Detection environment 100 includes network 101, executable file 102, client device 103 and server 110.

Network 101 can be, for example, a telecommunications network, a local area network (LAN), a wide area network (WAN), such as the Internet, or a combination of the three, and can include wired, wireless, or fiber optic connections. Network 101 can include one or more wired and/or wireless networks that are capable of receiving and transmitting data, voice, and/or video signals, including multimedia signals that include voice, data, and video information.
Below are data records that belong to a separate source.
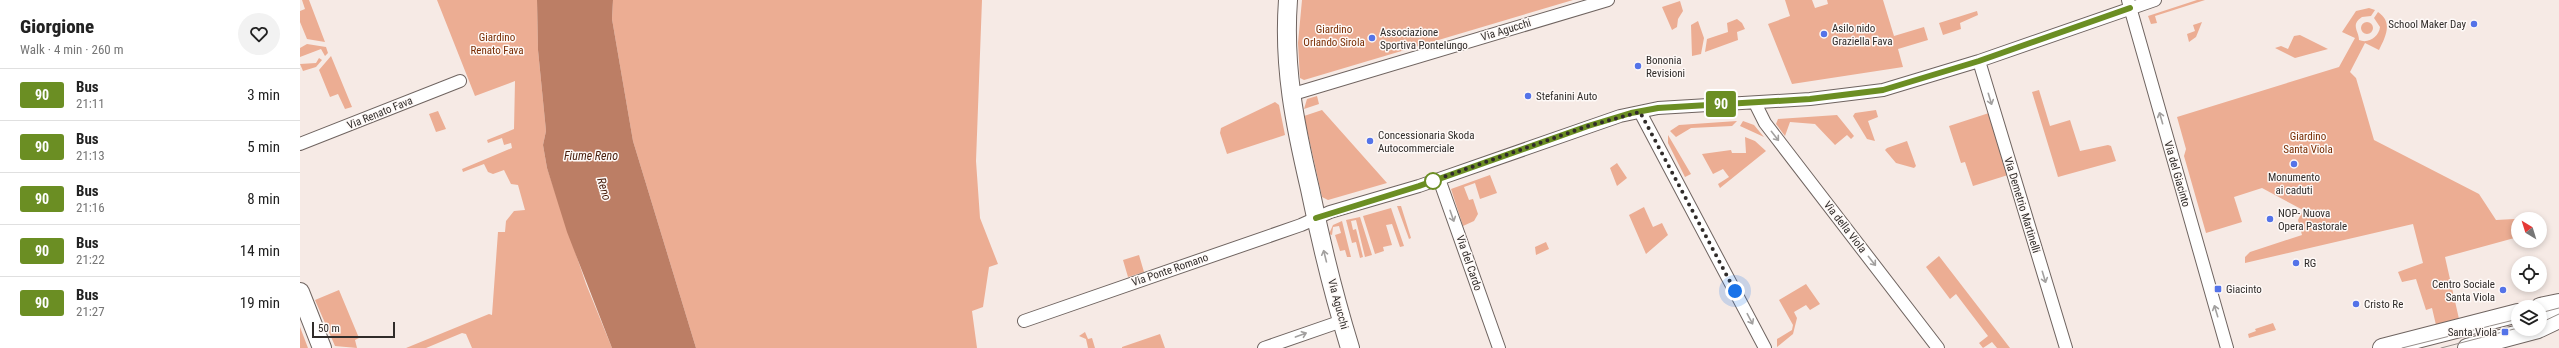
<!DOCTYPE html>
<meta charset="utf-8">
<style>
:root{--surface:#fff;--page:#f2f2f2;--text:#222;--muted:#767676;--line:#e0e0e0}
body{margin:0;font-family:"Roboto Condensed",sans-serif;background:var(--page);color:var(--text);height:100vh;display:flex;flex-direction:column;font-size:15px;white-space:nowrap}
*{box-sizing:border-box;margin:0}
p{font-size:13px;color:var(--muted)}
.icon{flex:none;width:22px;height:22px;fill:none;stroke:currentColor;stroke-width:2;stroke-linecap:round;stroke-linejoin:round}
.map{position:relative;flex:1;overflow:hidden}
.panel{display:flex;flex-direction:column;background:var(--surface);width:300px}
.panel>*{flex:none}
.badge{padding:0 8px;border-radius:3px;font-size:14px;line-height:26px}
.needle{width:26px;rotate:322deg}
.fabs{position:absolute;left:2211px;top:212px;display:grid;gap:8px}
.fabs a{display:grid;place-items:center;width:36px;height:36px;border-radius:50%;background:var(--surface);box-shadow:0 2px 6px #0003;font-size:20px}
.scale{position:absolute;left:12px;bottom:10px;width:83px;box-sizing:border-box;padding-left:4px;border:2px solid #302c2a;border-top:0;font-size:11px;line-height:14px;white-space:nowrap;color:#302c2a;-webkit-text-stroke:3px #fef9f7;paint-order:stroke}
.you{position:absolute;width:20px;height:20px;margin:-10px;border:3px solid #fff;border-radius:50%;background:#1a73e8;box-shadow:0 0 0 6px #1a73e833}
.map>.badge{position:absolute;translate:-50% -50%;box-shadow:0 0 0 2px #fff}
.round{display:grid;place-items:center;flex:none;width:42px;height:42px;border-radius:21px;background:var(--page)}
.summary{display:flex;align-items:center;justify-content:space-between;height:68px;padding:0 20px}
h1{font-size:19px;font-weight:800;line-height:30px}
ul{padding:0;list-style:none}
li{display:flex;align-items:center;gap:12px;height:52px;padding:0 20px;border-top:1px solid var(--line)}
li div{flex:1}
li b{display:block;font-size:15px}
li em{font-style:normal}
li .badge{min-width:44px;font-weight:700;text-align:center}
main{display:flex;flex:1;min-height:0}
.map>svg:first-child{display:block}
</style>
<main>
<section class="panel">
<div class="summary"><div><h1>Giorgione</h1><p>Walk · 4 min · 260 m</p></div><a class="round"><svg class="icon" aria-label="heart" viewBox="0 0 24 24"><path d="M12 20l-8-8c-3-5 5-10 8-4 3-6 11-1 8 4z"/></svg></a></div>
<ul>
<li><span class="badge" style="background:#6b8e23;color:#fff">90</span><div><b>Bus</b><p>21:11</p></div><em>3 min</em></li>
<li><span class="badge" style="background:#6b8e23;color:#fff">90</span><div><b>Bus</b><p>21:13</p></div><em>5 min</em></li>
<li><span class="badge" style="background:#6b8e23;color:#fff">90</span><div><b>Bus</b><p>21:16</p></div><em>8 min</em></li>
<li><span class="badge" style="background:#6b8e23;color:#fff">90</span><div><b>Bus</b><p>21:22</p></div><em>14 min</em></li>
<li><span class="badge" style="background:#6b8e23;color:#fff">90</span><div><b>Bus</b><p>21:27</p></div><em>19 min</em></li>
</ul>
</section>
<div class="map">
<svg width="2259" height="348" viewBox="0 0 2259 348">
<rect width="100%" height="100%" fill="#f6eae5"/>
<path fill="#ecad93" d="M2,0H9L25,42L7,39L0,22V11L5,9Z
M137,0H237L238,50L246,131L243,145L247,168L286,284L312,348H172L166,334L162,333L126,348H106L189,314L192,315L198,232H205L206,221L214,211L225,210L218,185L211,184L204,170L193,174L188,172L184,164L163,172L162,169L212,148L211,143L204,145L202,138L188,143L187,140L214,129L215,81L175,96Z
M313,0H682L676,161L680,218L698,264L689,267L683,307L672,311L677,348H396L333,141L312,19Z
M1002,0H1273L1004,80L1000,78L998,43Z
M1485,0H1512L1515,8L1528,4L1527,0H1583L1594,36L1624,27L1628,40L1598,49L1603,67L1492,84L1468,24L1490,16Z
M1897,0H1905L1855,16L1857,23L1851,24L1848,16Z
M1380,1L1383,11L1378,19L1377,27L1372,30L1362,7Z
M2069,8L2075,10L2071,16L2062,17C2050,25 2059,31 2059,40C2068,44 2079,37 2080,27L2074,18L2078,12C2093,22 2086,36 2079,50L2065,43L2050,72L2056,78L2074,140L2179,194L2196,220L2233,218V219H2218V237L2145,257L2159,319L2136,325L2132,308L2126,310L2116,279L2102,282L2098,272L2123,263L2113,224L1945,263V257L1950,252L2002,235L1998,220L2003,210L1962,188L1934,197L1942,222L1906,233L1884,156L1886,149L1877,117L2039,67L2055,38L2042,32L2056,11Z
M1677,11L1678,15L1660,23L1661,29L1643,35L1639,23Z
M1437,19L1442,23L1445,29L1437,32L1438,40L1405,52L1407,39L1428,32L1427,23Z
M1398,21L1404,38L1401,54L1392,56L1391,25Z
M2061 28a6 6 0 1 1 12 0a6 6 0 1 1-12 0Z
M1902,22L1896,37L1889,42L1887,34L1895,31L1893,25Z
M2000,35L2028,49L1995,58L1975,48L1981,46L1988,49L1994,36Z
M7,44L26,47L28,53L25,56L21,49L0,57V48Z
M31,56L52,107L45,109L38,94L30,97L19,70Z
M19,58L22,60L16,67L3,71L0,64L16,63Z
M1739,90L1750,126L1770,120L1780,151L1808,145L1811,146L1816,161L1758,177L1732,92Z
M1017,96L1019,104L1004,109L1007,99Z
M975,102L979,105L985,135L927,154L920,133L921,128Z
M1022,110L1087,183L1028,200L1022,197L1004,116Z
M1576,110L1578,117L1568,121L1575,141L1567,139L1553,116L1555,113Z
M138,111L146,129L136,132L129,114Z
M1689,113L1708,175L1673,186L1665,162L1661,163L1649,126Z
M1537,115L1554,136L1551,139L1547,135L1535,145L1515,124L1490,122L1485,136L1476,124L1478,119Z
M1437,121L1432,126L1391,128L1376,137L1370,131L1379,125Z
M1443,121L1454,125L1464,137L1440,126Z
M1368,135L1391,174L1385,177L1368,143Z
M1445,137L1455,141L1466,151L1420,188L1418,184L1429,177L1423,169L1413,174L1402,154L1431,150L1432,153H1446Z
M1607,141L1616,166L1614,168L1596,163L1585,150L1587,148Z
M1317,163L1327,178L1317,186L1310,168Z
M1190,175L1197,193L1180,199L1175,183L1164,187L1169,200L1173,199L1178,214L1174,221L1163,226L1151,189Z
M1097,206H1101L1111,238L1109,239Z
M1344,207L1353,227L1362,223L1368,235L1346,254L1329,215Z
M1091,208L1104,246L1100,247L1092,224L1086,225L1092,245L1083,247L1084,251L1075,254L1063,216Z
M1060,217L1072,255L1065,257L1056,220L1051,221L1053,230L1056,229L1063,257L1060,258L1056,242L1052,243L1046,220Z
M1042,221L1051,257H1047L1045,250L1040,251L1035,235L1041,233L1039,226L1033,227L1032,235L1029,234L1033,225Z
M1246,242L1249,249L1236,255L1235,247Z
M839,255L844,272L828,277L823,260Z
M1639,256L1710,348H1697L1692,342L1683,348L1679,343L1688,336L1656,294L1650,299L1626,267Z
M1506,284L1520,304L1510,310L1506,305L1494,312L1497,318L1493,334L1477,347V339L1492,330L1493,325L1479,300Z
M39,290L59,338L55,340L57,348L35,346L15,300Z
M1973,323L1976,330L1949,338L1948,334L1956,331L1955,329Z
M0,327L8,348H0Z
M785,332L788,339L792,338L795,348H788L786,339L779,336Z
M860,334L865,348H822V347Z"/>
<path fill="#bc7e65" d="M237,0H313L312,19L333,141L396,348H312L267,232L247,168L243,145L246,131L238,50Z"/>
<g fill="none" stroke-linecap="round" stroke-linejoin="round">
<g stroke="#6f6460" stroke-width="14">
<path id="street" d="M1828,0L1927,348
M1679,61L1766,348
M990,95L1308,0
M1455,103L1465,123L1638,348
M1340,112L1465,348
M0,144L160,81
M1139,179L1199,348
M724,321L1001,225L1030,212L1119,186L1320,116L1358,108L1510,99L1583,90L1679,61L1855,0
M964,348L1042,321"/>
</g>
<g stroke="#6f6460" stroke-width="20">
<path id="secondary" d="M988,0C983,67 995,125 1010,189C1021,243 1034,296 1050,348
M0,292L22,348
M2240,307L2259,303
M2240,328L2259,319
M2082,348L2218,313
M2167,348L2238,329"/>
</g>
<use href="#street" stroke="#fff" stroke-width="12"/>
<use href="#secondary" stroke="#fff" stroke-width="18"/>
<path stroke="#968e8a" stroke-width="1" d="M2240,313L2259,308
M2240,323L2259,314
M2102,348L2218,319
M2141,348L2218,328"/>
</g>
<defs><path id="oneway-shaft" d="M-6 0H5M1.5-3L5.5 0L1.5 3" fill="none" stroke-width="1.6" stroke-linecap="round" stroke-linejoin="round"/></defs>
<g stroke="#a2a09f">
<use href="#oneway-shaft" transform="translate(1690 99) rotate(73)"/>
<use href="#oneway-shaft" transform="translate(1861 118) rotate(-106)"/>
<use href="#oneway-shaft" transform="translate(1475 136) rotate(52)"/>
<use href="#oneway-shaft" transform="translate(1152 216) rotate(71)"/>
<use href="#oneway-shaft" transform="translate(1025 256) rotate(-104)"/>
<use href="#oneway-shaft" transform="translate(1572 261) rotate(52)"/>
<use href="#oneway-shaft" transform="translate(1744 277) rotate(73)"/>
<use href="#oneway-shaft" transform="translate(1916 311) rotate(-107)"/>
<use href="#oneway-shaft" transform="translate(1450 319) rotate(62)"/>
<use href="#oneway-shaft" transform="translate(1001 335) rotate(-20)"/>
</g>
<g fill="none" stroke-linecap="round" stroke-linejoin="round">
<g stroke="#fff" stroke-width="9">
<path id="line" d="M1016,218L1119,186L1288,126L1331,113L1358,108L1510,99L1583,90L1679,61L1830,8"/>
</g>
<use href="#line" stroke="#6b8e23" stroke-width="6"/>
<path stroke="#302c2a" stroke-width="4" stroke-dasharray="0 7.2" d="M1133,181L1129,182L1288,126L1340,112L1435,291"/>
</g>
<g fill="#5473e8" stroke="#fef9f7" stroke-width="1.5">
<circle cx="2174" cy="24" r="4"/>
<circle cx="1524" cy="34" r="4"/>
<circle cx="1072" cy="38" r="4"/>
<circle cx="1338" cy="66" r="4"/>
<circle cx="1228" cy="96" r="4"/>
<circle cx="1070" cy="141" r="4"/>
<circle cx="1994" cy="164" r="4"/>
<circle cx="1970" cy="219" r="4"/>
<circle cx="1996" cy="263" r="4"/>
<rect x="1914" y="285" width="8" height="8" rx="2"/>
<circle cx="2203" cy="290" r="4"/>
<circle cx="2056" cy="304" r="4"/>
<rect x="2201" y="328" width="8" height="8" rx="2"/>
</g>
<circle fill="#fff" stroke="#6b8e23" stroke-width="2" cx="1133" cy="181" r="8"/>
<g text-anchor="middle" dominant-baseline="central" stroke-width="3" stroke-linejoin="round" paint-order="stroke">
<g font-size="11" fill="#302c2a" stroke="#fef9f7" text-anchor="start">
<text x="2166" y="24" text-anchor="end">School Maker Day</text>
<text x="1532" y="28">Asilo nido<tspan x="1532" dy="13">Graziella Fava</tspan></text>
<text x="1080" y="32">Associazione<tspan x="1080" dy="13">Sportiva Pontelungo</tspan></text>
<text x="1346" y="60">Bononia<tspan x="1346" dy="13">Revisioni</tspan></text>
<text x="1236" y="96">Stefanini Auto</text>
<text x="1078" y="135">Concessionaria Skoda<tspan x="1078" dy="13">Autocommerciale</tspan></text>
<text x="1994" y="177" text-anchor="middle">Monumento<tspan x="1994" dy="13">ai caduti</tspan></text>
<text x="1978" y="213">NOP- Nuova<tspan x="1978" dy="13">Opera Pastorale</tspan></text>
<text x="2004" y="263">RG</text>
<text x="2195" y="284" text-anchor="end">Centro Sociale<tspan x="2195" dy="13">Santa Viola</tspan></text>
<text x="1926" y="289">Giacinto</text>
<text x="2064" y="304">Cristo Re</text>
<text x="2197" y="332" text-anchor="end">Santa Viola</text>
</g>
<g font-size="11" fill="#792d03" stroke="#fef9f7">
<text x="1034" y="29">Giardino<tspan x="1034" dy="13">Orlando Sirola</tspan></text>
<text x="197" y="37">Giardino<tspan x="197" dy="13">Renato Fava</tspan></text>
<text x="2008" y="136">Giardino<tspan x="2008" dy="13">Santa Viola</tspan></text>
</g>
<g font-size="11" fill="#302c2a" stroke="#fef9f7">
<text transform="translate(1206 30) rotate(-17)">Via Agucchi</text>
<text transform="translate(80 113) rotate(-22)">Via Renato Fava</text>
<text transform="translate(1877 174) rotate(74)">Via del Giacinto</text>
<text transform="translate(1722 205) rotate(73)">Via Demetrio Martinelli</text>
<text transform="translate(1545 227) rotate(52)">Via della Viola</text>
<text transform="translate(1169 263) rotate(71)">Via del Cardo</text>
<text transform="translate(870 270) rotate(-19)">Via Ponte Romano</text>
<text transform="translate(1038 304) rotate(75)">Via Agucchi</text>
</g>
<g font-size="12" font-style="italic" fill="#481e0c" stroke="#fef9f7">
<text x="291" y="156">Fiume Reno</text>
<text transform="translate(304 189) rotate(74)">Reno</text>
</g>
</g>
</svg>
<div class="fabs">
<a><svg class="needle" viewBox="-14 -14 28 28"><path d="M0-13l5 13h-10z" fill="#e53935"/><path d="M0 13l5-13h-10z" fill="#767676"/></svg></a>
<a><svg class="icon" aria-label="locate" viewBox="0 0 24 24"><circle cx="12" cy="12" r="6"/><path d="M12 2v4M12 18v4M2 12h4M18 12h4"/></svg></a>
<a><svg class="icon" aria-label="layers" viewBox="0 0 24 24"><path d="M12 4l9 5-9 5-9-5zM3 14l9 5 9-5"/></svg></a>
</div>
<div class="scale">50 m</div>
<div class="you" style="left:1435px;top:291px"></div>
<b class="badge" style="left:1421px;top:104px;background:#6b8e23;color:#fff">90</b>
</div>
</main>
In general, network 101 can be any combination of connections and protocols that can support communications between server 110, client device 103 and other computing devices (not shown) within detection environment 100. It is noted that other computing devices can include, but is not limited to, client device 103 and any electromechanical devices capable of carrying out a series of computing instructions.

Executable file 102 are software setup files (i.e., “.exe” file) that are used to install a software on computing devices (i.e., client device 103), networks and other computerized hardware.

Client device 103 are computing devices capable for performing tasks and functions based on the pre-installed software.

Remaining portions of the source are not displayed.